СТУДЕНТАМ УНИВЕРСИТЕТА ИНЖЕНЕРОВ ПУТЕЙ СООБЩЕНИЯ

26 ноября 1878. Санкт-Петербург Черновое

М гри. Тороплюсь заявить вам мое искреннее сожаление, что никак не имел возможности явиться находиться (1) на музыкально-литературном вечере в пользу недостаточных студентов Вашего университета. Врач, как специально, отсоветовал мне выход из дому (2) еще на пара дней. Убедительне прошу вас передать мое сожаление и уважаемым товарищам вашим, почтившим меня почетным билетом для входа на вечер. Мне через чур бы нужно было, дабы они не усомнились в том, как высоко я ценю их лестное для меня внимание.

Прошу вас, м правители, принять уверения в моем искреннейшем к Вам уважении.

Вам совсем преданный и слуга ваш

Ф. Достоевский.

(1) вместо: явиться находиться — было: быть (2) было начато: со дво

768. H. M. ДОСТОЕВСКОМУ
17 декабря 1878. Санкт-Петербург

17 декабря.

Голубчик брат, отправляю тебе 7 рублей. Весьма жалею, что ты всё хвораешь, я также. А в это же время снова наступают тревоги, работы. Целую тебя. Поправляйся и приходи. До свидания.

Брат твой Ф. Достоевский.

769. H. M. ДОСТОЕВСКОМУ
1 января 1879. Санкт-Петербург

1-е января/79.

Поздравляю тебя с Новым Годом, любезнейший брат, и отправляю всё, что могу. Весьма не хорошо у самого.

До свидания. Хочу здоровья. Сам я кашляю, как жид.
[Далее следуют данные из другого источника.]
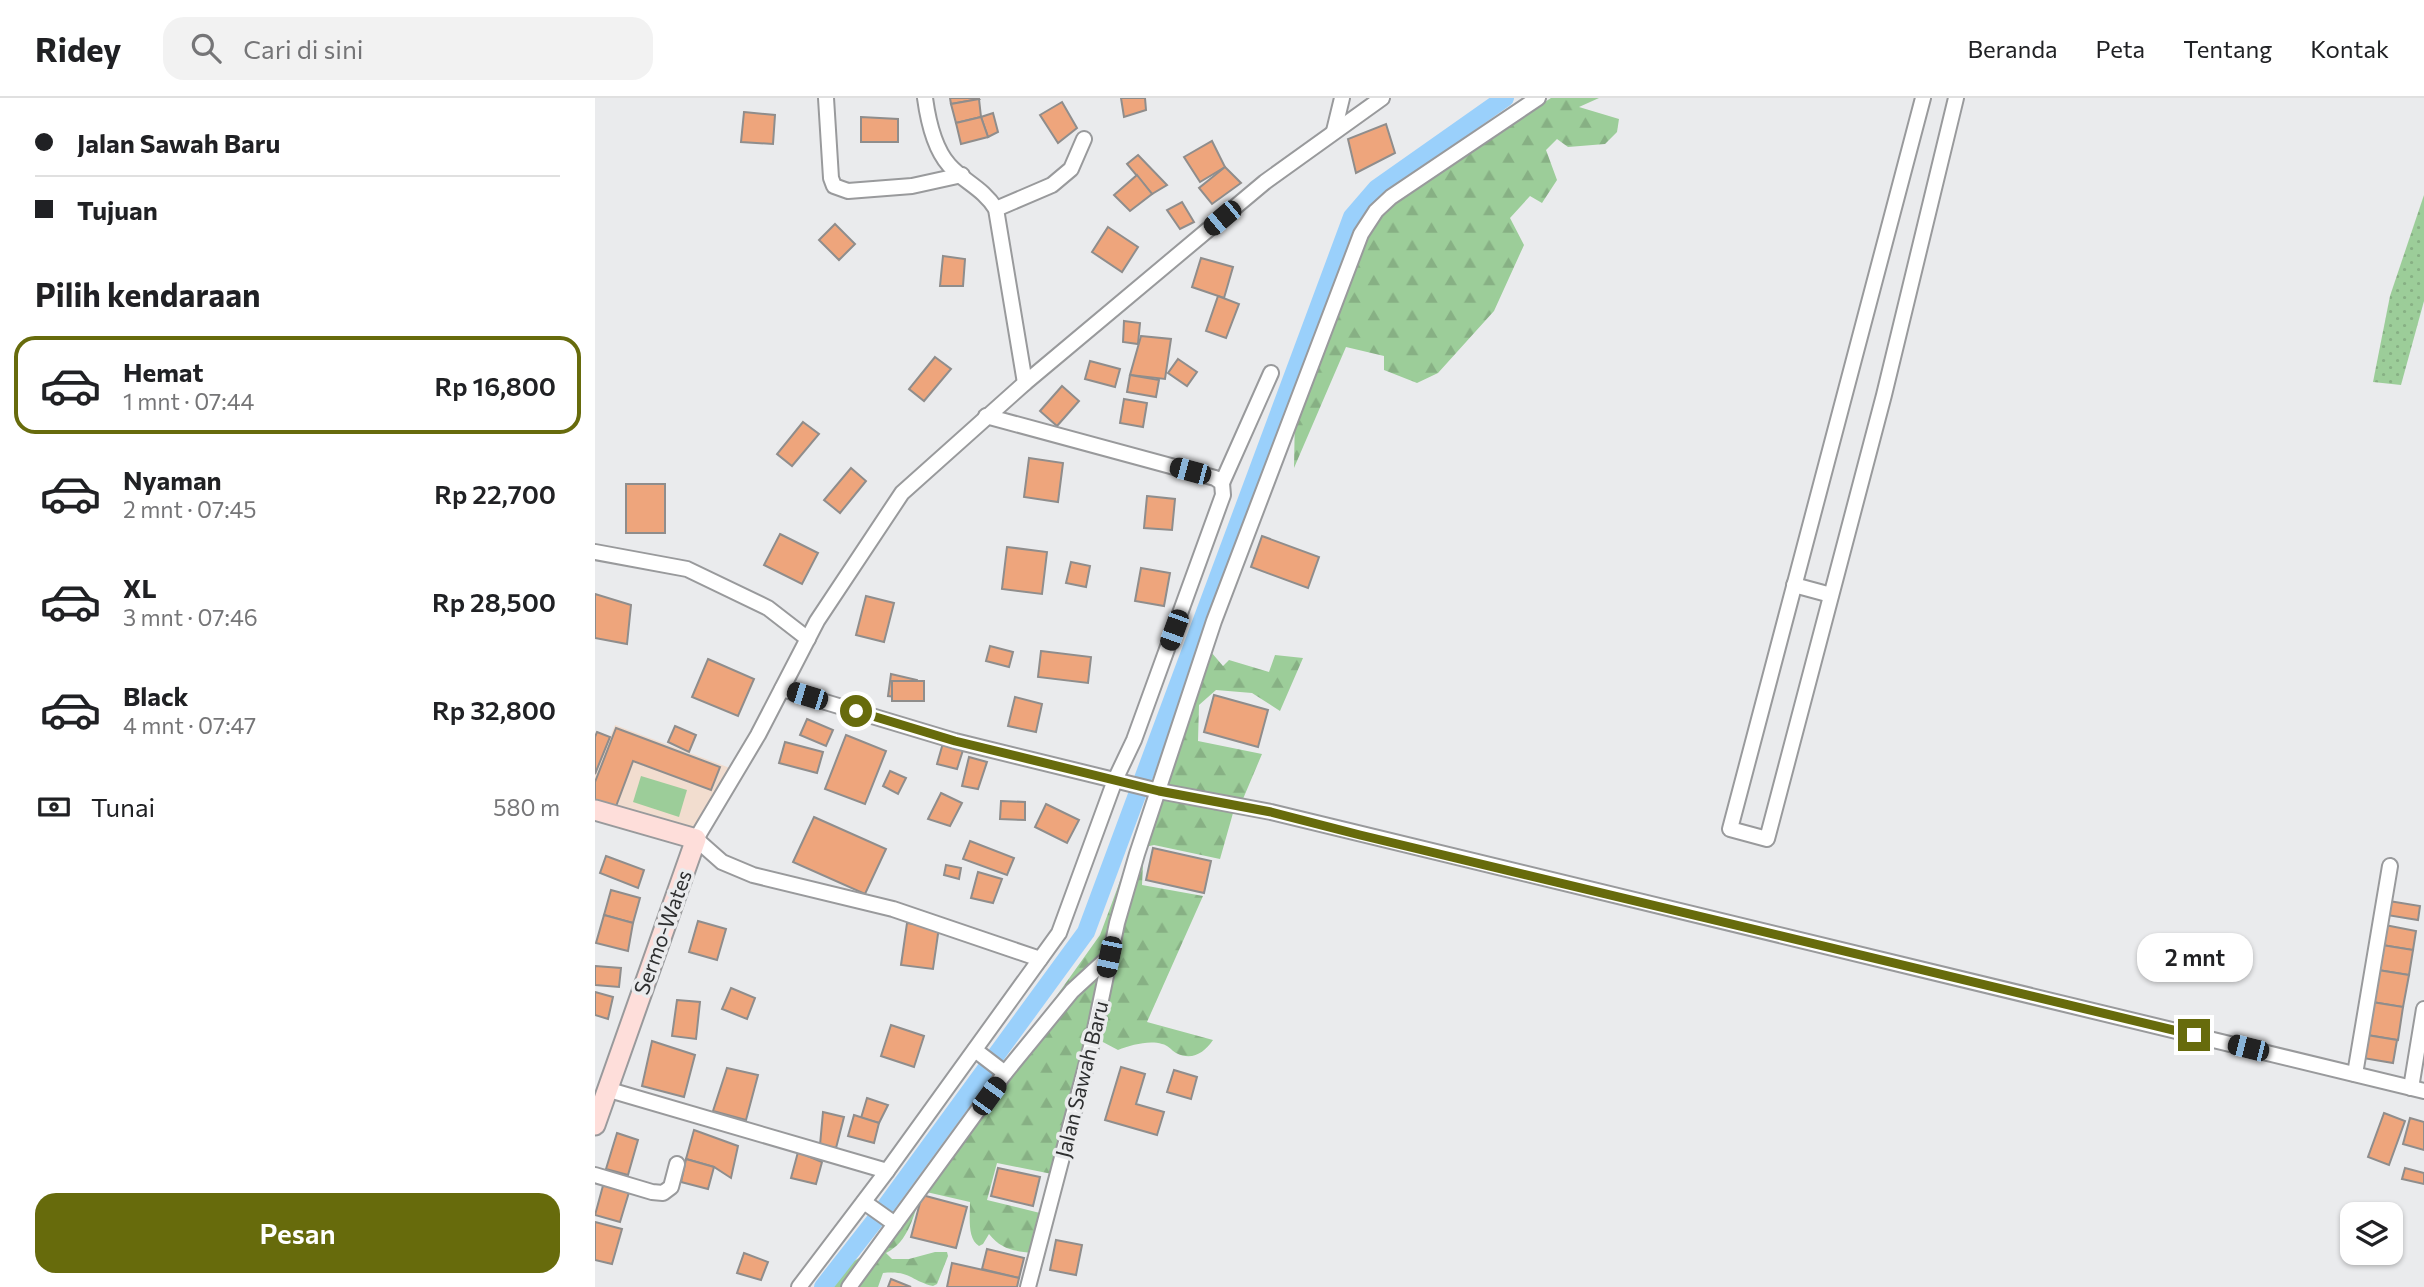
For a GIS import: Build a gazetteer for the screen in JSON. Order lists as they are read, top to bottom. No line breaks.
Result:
{"streets":{"main road":["Sermo-Wates"],"street":["Jalan Sawah Baru"]},"page":{"header":"Ridey","search":"Cari di sini","nav":["Beranda","Peta","Tentang","Kontak"],"banner":["Jalan Sawah Baru","Tujuan"],"heading":"Pilih kendaraan","list":[{"name":"Hemat","note":"1 mnt · 07:44","value":"Rp 16,800"},{"name":"Nyaman","note":"2 mnt · 07:45","value":"Rp 22,700"},{"name":"XL","note":"3 mnt · 07:46","value":"Rp 28,500"},{"name":"Black","note":"4 mnt · 07:47","value":"Rp 32,800"}],"pay":["Tunai","580 m"],"bubble":"2 mnt","buttons":"Pesan"}}
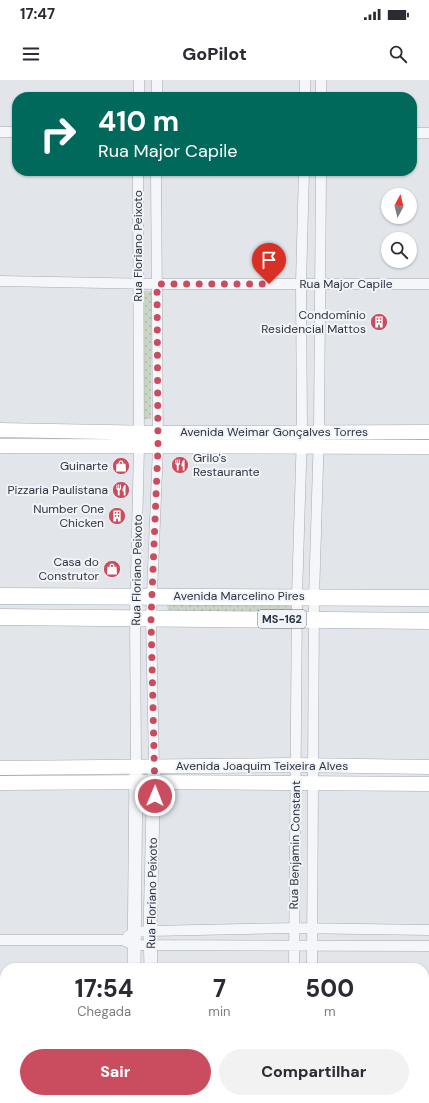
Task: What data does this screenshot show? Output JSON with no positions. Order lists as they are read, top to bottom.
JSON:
{
  "streets": {
    "main road": [
      "Avenida Weimar Gonçalves Torres",
      "Avenida Marcelino Pires",
      "MS-162",
      "Avenida Joaquim Teixeira Alves"
    ],
    "street": ["Rua Floriano Peixoto", "Rua Major Capile", "Rua Benjamin Constant"]
  },
  "crossings": [
    ["Rua Floriano Peixoto", "Rua Major Capile"],
    ["Rua Floriano Peixoto", "Avenida Weimar Gonçalves Torres"],
    ["Rua Floriano Peixoto", "Avenida Marcelino Pires"],
    ["Rua Floriano Peixoto", "Avenida Joaquim Teixeira Alves"],
    ["Rua Major Capile", "Rua Benjamin Constant"],
    ["Avenida Weimar Gonçalves Torres", "Rua Benjamin Constant"],
    ["Avenida Marcelino Pires", "Rua Benjamin Constant"],
    ["Avenida Joaquim Teixeira Alves", "Rua Benjamin Constant"]
  ],
  "places": {
    "building": ["Condomínio Residencial Mattos", "Number One Chicken"],
    "restaurant": ["Grilo's Restaurante", "Pizzaria Paulistana"],
    "shop": ["Guinarte", "Casa do Construtor"]
  },
  "north": "top",
  "page": {
    "status": "17:47",
    "header": "GoPilot",
    "turn": ["410 m", "Rua Major Capile"],
    "eta": [
      "17:54",
      "Chegada",
      "7",
      "min",
      "500",
      "m"
    ],
    "buttons": ["Sair", "Compartilhar"]
  }
}
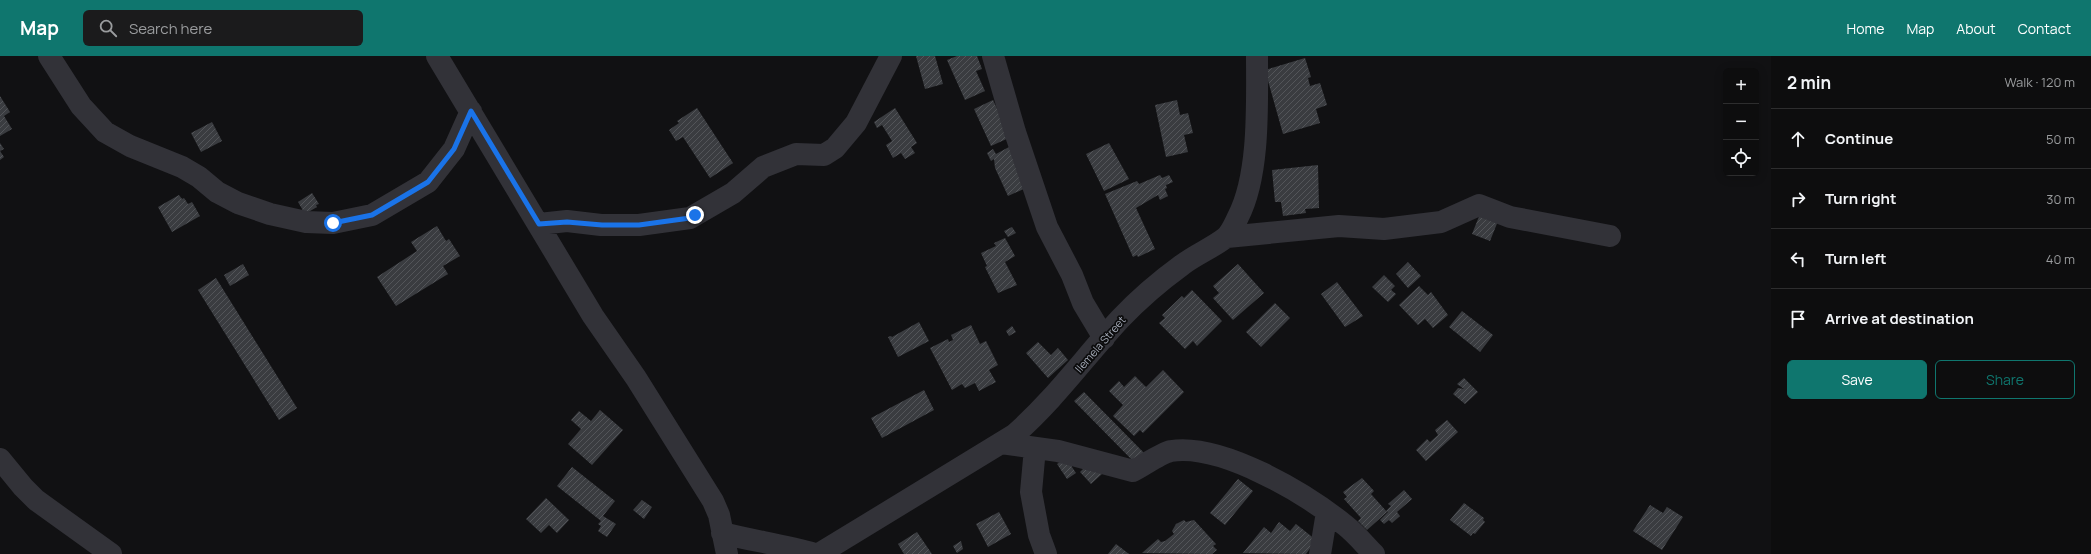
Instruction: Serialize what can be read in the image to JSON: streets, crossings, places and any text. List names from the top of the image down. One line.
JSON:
{"streets":{"street":["Ilemela Street"]},"page":{"header":"Map","search":"Search here","nav":["Home","Map","About","Contact"],"heading":["2 min","Walk · 120 m"],"map_buttons":["+","−"],"list":[["Continue","50 m"],["Turn right","30 m"],["Turn left","40 m"],"Arrive at destination"],"buttons":["Save","Share"]}}
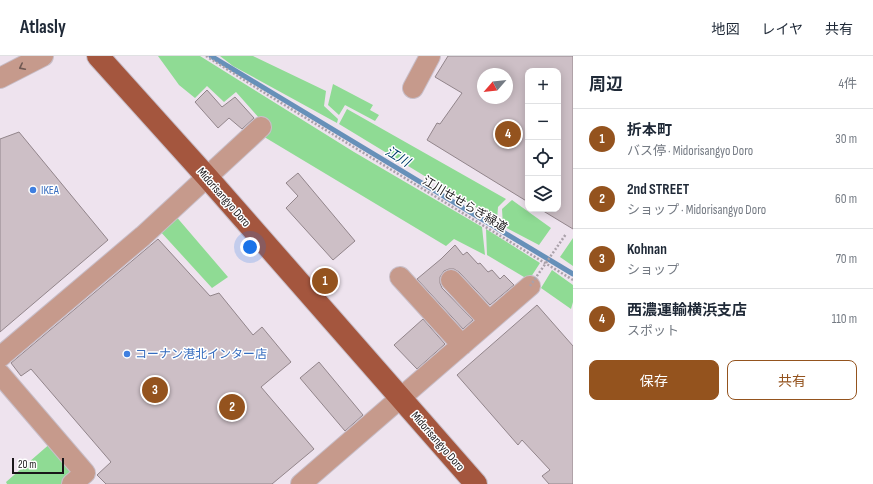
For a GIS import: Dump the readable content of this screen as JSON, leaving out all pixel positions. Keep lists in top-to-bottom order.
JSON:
{
  "streets": {
    "main road": ["Midorisangyo Doro"],
    "path": ["江川せせらぎ緑道"]
  },
  "water": ["江川"],
  "places": ["IKEA", "コーナン港北インター店"],
  "scale_bar": "20 m",
  "north": "bottom left",
  "page": {
    "header": "Atlasly",
    "nav": ["地図", "レイヤ", "共有"],
    "heading": ["周辺", "4件"],
    "map_buttons": ["+", "−"],
    "list": [
      {
        "mark": "1",
        "name": "折本町",
        "note": "バス停 · Midorisangyo Doro",
        "value": "30 m"
      },
      {
        "mark": "2",
        "name": "2nd STREET",
        "note": "ショップ · Midorisangyo Doro",
        "value": "60 m"
      },
      {
        "mark": "3",
        "name": "Kohnan",
        "note": "ショップ",
        "value": "70 m"
      },
      {
        "mark": "4",
        "name": "西濃運輸横浜支店",
        "note": "スポット",
        "value": "110 m"
      }
    ],
    "pins": [
      "4",
      "1",
      "3",
      "2"
    ],
    "buttons": ["保存", "共有"],
    "scale": "20 m"
  }
}
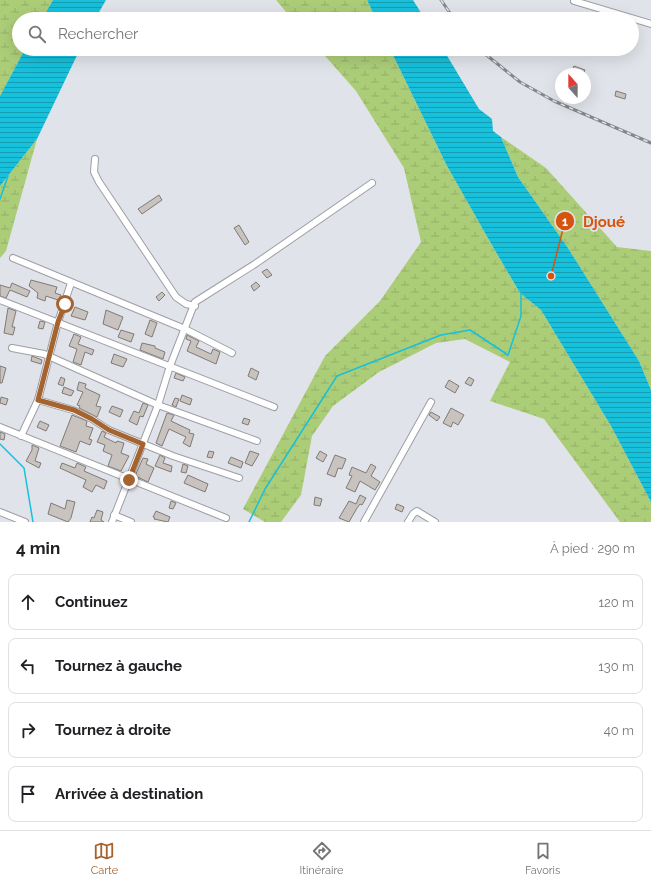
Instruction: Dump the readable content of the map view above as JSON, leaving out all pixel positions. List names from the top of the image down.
{
  "places": ["Djoué"],
  "north": "top",
  "page": {
    "search": "Rechercher",
    "heading": ["4 min", "À pied · 290 m"],
    "list": [
      ["Continuez", "120 m"],
      ["Tournez à gauche", "130 m"],
      ["Tournez à droite", "40 m"],
      "Arrivée à destination"
    ],
    "nav": ["Carte", "Itinéraire", "Favoris"]
  }
}
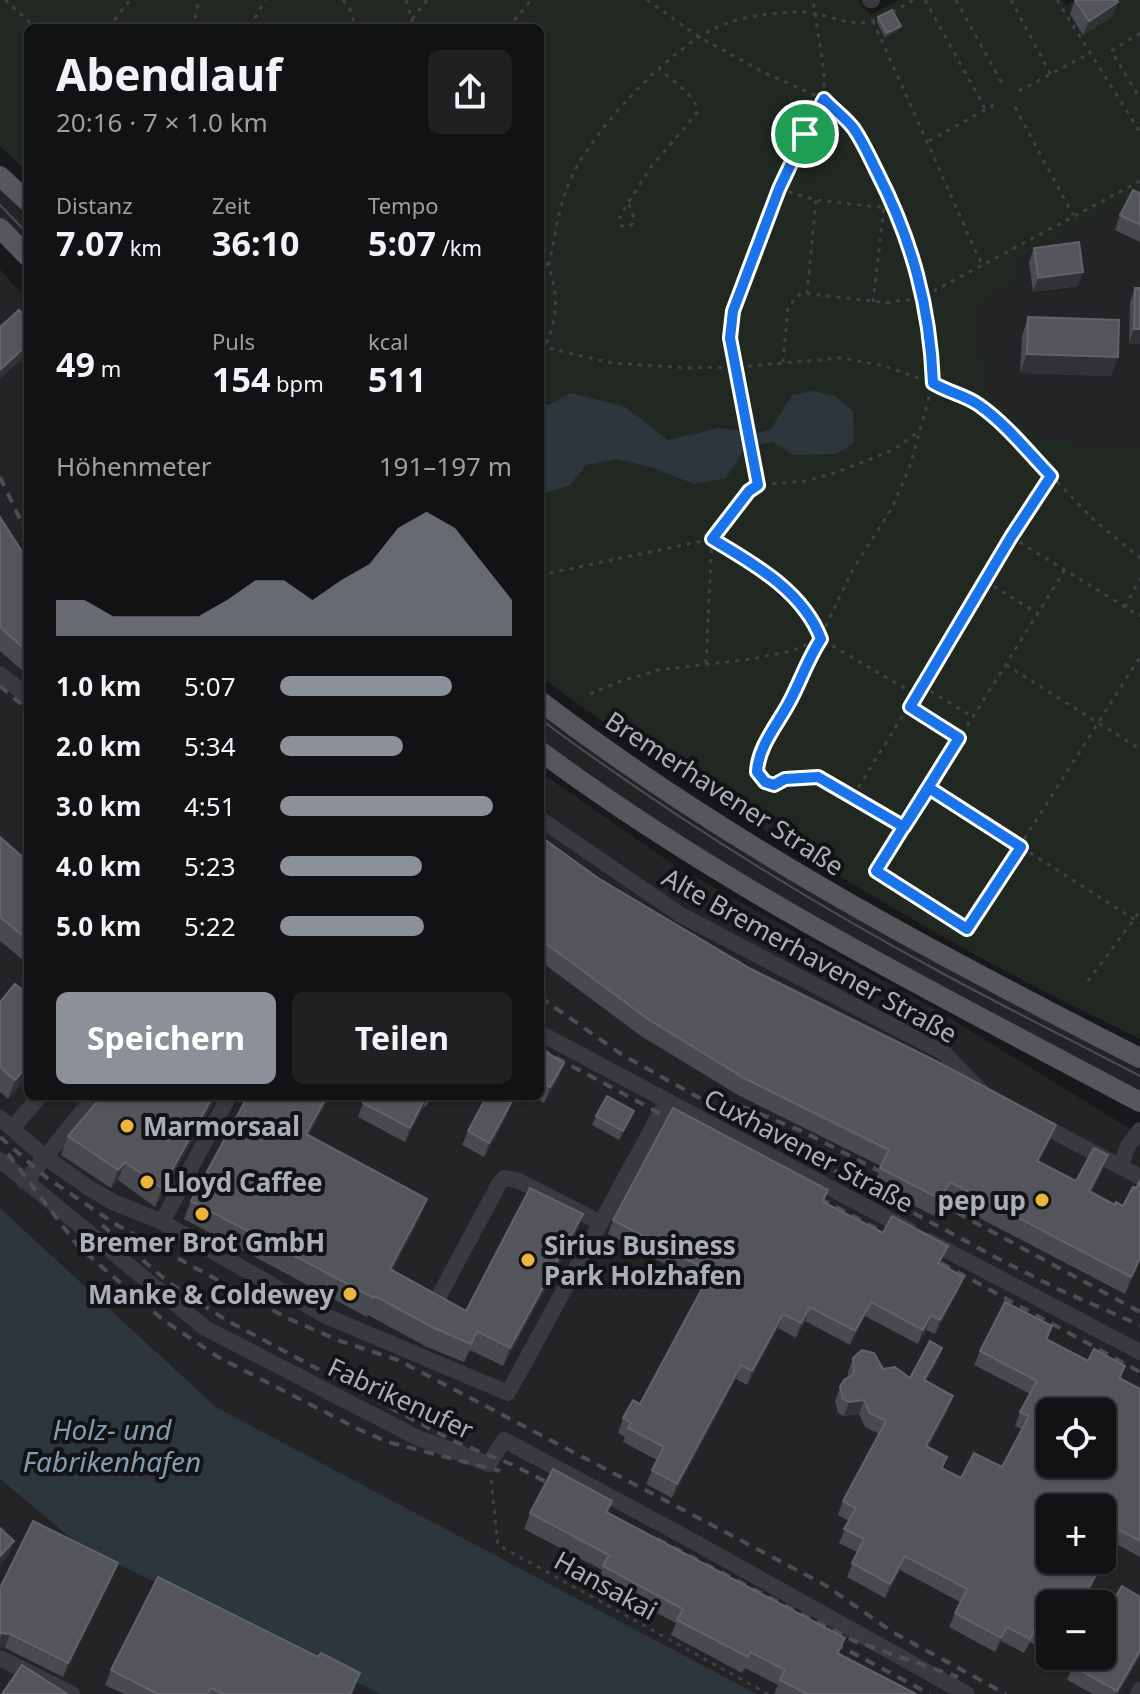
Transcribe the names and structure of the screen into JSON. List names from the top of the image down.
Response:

Твой целый Ф. Достоевский.

Прилагаю 7 руб.

770. H. A. ЛЮБИМОВУ
30 января 1879. Санкт-Петербург

Санкт-Петербург. 30 января/79.

Милостивый правитель, уважаемый Николай Алексеевич,

на следующий день, другими словами 31-го января, высылаю Вам продолжение романа моего (Карамазовы), книгу третью (всю). Данной книгой третьей заканчивается вся первая часть романа. Так, первая часть складывается из трех книг.

Всего частей будет три и любая часть будет соответственно делиться на книги, а книги на главы.

В данной третьей книге всего восемьдесят восемь моих полулистков, что и составит, думается, ровно 5 1/2 страниц Русского вестника.

Так, вся 1-я часть романа будет содержать в себе от 13-ти до 14-ти печатных страниц Русского вестника.

Вместе с сим, уважаемый Николай Алексеевич, тороплюсь Вас заблаговременно предотвратить, что на мартовскую книжку Русского вестника я ничего не могу (не в силах) отправить, так что печатание 2-й части начнется с 4-й, другими словами с апрельской, книжки Русского вестника, и эту вторую часть я также (1) напечатать хотел бы не прерывая, до самого ее окончания.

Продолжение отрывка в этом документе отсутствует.